Image credit: Nigeria Health Watch

In Nigeria, adolescent childbearing is fast becoming a significant concern, as nearly a million births occur each year among girls aged 10 to 14, with over 12 million births recorded for girls aged 15 to 19. These alarming figures emphasise the urgency to tackle inequalities in healthcare access for women and girls. Additionally, they highlight the necessity for continued dialogue on critical topics such as bodily autonomy, contraceptive accessibility, and safeguarding against gender-based violence.

Breaking down the barriers

For Nigeria’s health sector to convert existing data into meaningful programmes that benefit vulnerable populations, it must prioritise the execution of comprehensive, people-focused services addressing the wide-ranging components of SRHR services. This necessitates the creation of first, enabling environments for all to access modern contraceptives without fear of shame, and then encourage community engagement to ensure that programmes are tailored to the various needs of the people they serve.

For example, a 2019 focus group discussion organised by Nigeria Health Watch, involving in-school and out-of-school adolescents aged 15–25, revealed a significant desire among the participants for non-judgmental access to SRHR services. Addressing existing obstacles and providing accurate information can help deter harmful practices and ill-informed choices that stem from insufficient knowledge and understanding.

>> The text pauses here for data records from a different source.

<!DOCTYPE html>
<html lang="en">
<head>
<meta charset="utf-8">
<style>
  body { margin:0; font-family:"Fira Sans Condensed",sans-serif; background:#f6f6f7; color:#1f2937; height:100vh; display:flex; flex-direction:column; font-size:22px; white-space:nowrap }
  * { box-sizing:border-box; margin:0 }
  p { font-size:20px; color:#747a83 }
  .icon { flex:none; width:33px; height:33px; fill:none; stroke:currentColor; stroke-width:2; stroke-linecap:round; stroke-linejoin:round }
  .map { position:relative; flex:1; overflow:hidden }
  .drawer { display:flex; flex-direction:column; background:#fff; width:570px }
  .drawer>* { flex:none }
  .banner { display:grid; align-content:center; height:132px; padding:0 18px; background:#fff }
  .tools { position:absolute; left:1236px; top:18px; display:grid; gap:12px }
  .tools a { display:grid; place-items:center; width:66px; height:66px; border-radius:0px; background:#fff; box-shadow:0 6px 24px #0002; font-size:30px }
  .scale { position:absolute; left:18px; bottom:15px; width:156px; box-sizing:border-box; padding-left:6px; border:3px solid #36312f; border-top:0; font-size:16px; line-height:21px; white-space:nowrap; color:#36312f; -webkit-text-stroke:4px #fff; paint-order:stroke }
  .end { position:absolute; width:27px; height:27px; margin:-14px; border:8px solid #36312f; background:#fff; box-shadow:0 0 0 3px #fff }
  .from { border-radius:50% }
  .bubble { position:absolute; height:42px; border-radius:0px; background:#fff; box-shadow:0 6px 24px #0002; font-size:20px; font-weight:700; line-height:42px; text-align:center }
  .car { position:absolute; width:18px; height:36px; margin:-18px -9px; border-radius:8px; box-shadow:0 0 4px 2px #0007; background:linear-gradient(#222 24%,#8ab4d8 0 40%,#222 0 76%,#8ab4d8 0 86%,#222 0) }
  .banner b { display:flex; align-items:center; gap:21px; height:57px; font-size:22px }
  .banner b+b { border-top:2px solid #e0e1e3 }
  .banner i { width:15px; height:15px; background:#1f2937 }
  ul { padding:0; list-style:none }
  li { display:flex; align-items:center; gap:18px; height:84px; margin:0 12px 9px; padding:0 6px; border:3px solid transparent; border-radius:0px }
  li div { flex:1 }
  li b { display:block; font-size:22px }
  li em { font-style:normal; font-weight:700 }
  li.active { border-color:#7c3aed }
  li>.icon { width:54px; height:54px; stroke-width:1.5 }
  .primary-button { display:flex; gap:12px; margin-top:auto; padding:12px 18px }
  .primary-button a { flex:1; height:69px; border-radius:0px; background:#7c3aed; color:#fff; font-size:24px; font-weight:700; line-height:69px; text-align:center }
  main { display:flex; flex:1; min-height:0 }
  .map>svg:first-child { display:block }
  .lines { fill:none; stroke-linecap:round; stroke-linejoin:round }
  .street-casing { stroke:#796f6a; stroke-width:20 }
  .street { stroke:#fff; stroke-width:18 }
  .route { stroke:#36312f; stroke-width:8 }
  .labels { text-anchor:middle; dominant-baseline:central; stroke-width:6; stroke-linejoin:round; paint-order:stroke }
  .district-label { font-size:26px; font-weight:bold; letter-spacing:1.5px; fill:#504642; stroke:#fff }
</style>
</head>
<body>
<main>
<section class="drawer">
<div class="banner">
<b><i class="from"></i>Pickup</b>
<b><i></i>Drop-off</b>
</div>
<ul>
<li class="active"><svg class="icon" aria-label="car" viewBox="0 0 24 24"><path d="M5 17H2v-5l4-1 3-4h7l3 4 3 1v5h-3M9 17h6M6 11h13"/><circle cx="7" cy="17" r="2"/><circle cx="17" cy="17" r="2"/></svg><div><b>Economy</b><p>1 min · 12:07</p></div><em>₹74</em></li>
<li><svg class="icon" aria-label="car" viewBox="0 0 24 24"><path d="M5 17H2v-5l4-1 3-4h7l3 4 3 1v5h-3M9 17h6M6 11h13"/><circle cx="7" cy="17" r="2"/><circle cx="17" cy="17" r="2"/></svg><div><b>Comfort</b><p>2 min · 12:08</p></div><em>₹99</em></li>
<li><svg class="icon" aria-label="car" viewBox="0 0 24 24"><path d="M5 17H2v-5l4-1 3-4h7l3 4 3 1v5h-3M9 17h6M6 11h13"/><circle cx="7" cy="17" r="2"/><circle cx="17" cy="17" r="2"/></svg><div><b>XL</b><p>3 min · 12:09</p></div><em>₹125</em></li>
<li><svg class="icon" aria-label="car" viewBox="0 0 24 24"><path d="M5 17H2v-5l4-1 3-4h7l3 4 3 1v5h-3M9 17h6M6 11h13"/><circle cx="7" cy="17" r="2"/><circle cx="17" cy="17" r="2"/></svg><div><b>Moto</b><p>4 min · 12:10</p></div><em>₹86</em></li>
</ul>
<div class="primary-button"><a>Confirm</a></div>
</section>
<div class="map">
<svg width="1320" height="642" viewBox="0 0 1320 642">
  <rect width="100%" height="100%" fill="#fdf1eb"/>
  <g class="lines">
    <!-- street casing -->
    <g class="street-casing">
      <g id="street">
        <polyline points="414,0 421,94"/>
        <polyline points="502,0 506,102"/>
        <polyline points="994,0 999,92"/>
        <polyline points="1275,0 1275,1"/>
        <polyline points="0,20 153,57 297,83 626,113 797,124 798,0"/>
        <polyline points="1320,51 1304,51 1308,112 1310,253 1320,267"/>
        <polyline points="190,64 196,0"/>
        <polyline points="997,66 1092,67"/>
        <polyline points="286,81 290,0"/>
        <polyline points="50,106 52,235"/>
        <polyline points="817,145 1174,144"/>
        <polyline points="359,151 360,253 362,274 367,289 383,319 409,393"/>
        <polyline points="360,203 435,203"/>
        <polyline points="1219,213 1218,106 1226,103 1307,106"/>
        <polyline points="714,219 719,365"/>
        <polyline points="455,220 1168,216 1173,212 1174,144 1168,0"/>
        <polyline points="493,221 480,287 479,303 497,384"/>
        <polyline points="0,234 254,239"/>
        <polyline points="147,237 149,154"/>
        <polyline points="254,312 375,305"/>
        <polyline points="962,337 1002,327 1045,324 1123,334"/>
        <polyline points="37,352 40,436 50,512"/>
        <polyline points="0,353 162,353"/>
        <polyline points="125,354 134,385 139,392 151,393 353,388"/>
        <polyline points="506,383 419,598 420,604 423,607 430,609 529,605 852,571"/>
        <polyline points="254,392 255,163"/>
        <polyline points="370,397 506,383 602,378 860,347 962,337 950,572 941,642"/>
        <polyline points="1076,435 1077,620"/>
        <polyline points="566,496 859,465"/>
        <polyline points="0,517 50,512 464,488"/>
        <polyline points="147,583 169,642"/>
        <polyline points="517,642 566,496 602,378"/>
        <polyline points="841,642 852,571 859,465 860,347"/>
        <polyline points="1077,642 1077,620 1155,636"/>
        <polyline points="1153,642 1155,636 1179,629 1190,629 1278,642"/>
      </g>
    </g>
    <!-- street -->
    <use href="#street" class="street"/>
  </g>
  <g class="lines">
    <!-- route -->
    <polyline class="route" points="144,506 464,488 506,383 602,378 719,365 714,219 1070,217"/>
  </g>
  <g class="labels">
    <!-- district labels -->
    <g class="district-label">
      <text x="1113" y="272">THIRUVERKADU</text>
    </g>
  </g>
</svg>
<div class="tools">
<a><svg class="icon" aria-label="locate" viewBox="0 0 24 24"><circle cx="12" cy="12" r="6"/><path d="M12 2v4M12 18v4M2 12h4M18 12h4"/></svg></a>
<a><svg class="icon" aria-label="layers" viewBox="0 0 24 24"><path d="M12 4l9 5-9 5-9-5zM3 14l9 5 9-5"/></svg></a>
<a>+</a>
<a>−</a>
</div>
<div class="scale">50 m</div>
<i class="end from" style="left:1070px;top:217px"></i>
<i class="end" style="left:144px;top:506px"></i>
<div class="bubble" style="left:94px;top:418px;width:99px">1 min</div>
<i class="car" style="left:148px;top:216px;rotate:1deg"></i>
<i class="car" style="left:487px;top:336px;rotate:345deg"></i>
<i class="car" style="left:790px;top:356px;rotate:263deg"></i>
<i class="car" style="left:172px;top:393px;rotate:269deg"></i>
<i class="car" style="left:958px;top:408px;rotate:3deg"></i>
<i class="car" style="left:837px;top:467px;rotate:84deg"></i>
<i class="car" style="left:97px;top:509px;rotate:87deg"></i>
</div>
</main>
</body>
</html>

The report also spotlighted the pivotal role parents/caregivers and teachers can play in fostering sexual and reproductive health education and awareness.

The Nigerian government has shown commitments to reducing maternal and newborn mortality rates by revamping and expanding primary healthcare through the National Health Sector Investment Renewal Plan. This strategy aims to accelerate progress by adopting a sector-wide approach, focusing on enhancing primary healthcare, increasing health insurance coverage, and improving the quality of care. The plan presents an opportunity to reinforce the availability of a comprehensive range of family planning services and ensure adequate midwife staffing in every accredited facility, including those in remote and hard-to-reach areas. This makes the UNFPA’s State of World Population report essential as it offers a comprehensive understanding of the complex relationship between population dynamics and sustainable development. It also provides valuable insights into how demographic trends impact the world and how policies can effectively address these changes.

Sexual and Reproductive Health Rights
Image credit: Nigeria Health Watch

A world where everyone including women and adolescents has equitable and affordable access to SRHR services is possible, however, there must be more strategic efforts to dismantle the identified barriers.